• ‘Such a waste’
    September 29,2012
     

    The crash on Cleveland Avenue that claimed the life of 17-year-old Carly Ferro was an outrage that touched the Rutland community at many levels.

    The details of the story underscored the bitter injustice of a young woman losing her life in a sudden, violent fashion because of an act of gross carelessness.

    It is a story of extremes. The victim was well loved by friends and families, a good student, a competitive golfer and basketball player, a girl who was leaving her after-school job when she was struck down. At Rutland High School this week students and faculty were still absorbing the reality of her shocking death.

    At the other extreme was the accused driver, a young man who, according to police, was inhaling chemicals from a can of a cleaning product called Dust-Off while he drove through the streets of northwest Rutland at speeds up to 80 mph. Police say that, while he was in this state, Alex Spanos, 23, rammed his car into the car where Carly Ferro’s father sat in the driver’s seat, waiting to pick up his daughter from her job. Spanos’s car drove the Ferro car into a brick wall, pinning Carly between the car and the wall. Spanos has a criminal record that includes an arrest in New York state earlier this year for driving a car that was carrying crack cocaine, as well as a DUI conviction in Rutland County.
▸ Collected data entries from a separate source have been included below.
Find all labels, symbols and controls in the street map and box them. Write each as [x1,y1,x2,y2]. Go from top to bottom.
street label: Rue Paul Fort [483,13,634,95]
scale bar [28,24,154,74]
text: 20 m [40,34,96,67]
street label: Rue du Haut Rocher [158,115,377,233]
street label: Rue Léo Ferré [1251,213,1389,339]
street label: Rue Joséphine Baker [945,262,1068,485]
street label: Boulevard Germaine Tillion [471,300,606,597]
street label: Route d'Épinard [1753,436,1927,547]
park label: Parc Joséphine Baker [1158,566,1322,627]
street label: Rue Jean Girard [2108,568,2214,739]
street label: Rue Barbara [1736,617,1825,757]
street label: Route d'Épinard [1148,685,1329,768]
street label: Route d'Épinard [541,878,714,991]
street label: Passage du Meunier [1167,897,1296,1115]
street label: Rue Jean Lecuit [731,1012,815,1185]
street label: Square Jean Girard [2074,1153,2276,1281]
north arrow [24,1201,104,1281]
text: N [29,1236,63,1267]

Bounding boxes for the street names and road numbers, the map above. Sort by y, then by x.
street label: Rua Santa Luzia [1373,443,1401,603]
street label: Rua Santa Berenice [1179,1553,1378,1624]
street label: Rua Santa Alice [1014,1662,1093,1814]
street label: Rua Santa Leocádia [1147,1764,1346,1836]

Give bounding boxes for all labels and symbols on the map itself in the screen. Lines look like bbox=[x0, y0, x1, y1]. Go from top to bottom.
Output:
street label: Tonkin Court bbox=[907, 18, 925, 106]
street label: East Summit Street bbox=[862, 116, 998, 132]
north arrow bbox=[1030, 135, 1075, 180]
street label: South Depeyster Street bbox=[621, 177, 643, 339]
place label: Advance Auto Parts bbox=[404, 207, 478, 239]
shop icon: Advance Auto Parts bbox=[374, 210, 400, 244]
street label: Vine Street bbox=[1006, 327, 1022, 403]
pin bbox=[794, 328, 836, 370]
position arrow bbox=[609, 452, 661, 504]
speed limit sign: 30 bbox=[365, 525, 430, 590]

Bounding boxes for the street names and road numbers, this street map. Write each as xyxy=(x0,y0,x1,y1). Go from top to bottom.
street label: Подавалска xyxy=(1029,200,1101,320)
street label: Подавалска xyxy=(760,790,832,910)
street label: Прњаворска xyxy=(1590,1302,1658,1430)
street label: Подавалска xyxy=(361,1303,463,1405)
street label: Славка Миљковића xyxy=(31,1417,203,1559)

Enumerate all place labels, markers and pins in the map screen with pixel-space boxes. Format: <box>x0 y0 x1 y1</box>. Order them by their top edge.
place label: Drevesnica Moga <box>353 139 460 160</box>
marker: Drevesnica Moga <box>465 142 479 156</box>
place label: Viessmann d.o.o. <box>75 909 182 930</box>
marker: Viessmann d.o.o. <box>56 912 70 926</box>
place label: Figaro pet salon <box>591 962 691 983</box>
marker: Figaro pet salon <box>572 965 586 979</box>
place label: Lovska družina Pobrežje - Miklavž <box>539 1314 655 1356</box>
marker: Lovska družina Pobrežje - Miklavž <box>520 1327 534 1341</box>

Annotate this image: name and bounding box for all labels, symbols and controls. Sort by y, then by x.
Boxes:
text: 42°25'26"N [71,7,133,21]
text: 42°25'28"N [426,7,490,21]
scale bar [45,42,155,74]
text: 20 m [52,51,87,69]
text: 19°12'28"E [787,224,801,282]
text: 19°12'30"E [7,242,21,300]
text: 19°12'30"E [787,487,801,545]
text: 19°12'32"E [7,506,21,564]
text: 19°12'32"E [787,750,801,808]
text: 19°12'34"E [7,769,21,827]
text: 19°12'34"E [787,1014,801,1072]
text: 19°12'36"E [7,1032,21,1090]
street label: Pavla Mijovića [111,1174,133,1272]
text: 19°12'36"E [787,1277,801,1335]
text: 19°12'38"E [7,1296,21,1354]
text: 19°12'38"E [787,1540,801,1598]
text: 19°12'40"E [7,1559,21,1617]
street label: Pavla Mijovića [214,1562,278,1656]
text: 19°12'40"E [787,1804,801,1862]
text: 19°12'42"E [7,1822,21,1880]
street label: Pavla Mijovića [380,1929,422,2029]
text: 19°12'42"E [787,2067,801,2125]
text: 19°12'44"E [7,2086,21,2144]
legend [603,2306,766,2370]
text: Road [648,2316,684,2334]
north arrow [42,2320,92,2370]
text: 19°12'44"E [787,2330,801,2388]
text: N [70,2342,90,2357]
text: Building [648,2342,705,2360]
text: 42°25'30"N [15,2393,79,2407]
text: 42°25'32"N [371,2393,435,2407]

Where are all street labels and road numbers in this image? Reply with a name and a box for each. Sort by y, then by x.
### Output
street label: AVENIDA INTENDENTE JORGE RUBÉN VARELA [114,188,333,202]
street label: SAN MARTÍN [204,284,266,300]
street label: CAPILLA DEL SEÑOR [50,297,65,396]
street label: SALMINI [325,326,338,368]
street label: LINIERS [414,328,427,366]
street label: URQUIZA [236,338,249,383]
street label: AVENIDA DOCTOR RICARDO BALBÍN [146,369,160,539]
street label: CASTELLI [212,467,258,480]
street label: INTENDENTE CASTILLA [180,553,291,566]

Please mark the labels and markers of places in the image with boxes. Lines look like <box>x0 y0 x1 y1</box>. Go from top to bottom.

    Spanos faces a manslaughter charge and assorted other charges related to the operation of his car. The Ferro family and the Rutland community face a legacy of loss, made more grievous because of the senseless, needless manner of Carly’s death.

    Members of the Rutland community may now be experiencing a war between sorrow and rage. The sorrow is easy to understand, and Carly’s mother, Ellen, gave eloquent expression to her own: “She didn’t have a mean bone in her body,” she said of her daughter. “She was the kindest and sweetest and most caring young lady, and loved people for who they were, no matter what.”

    Carly’s former basketball coach, Tom Geisler, said it another way: “It is such a waste.”

    Inevitably, attention turns toward another sort of waste — the waste that Alex Spanos has made of his life. He has not been convicted of a crime, and must be considered innocent until proven guilty of criminal charges in this incident. But numerous witnesses placed him at the wheel of the car and saw his friends trying to hide evidence. A witness saw Spanos after the accident, not going to the assistance of the victims, but talking on his cellphone. Driving 80 mph on Cleveland Avenue is foolish and reckless. We have now seen the consequences.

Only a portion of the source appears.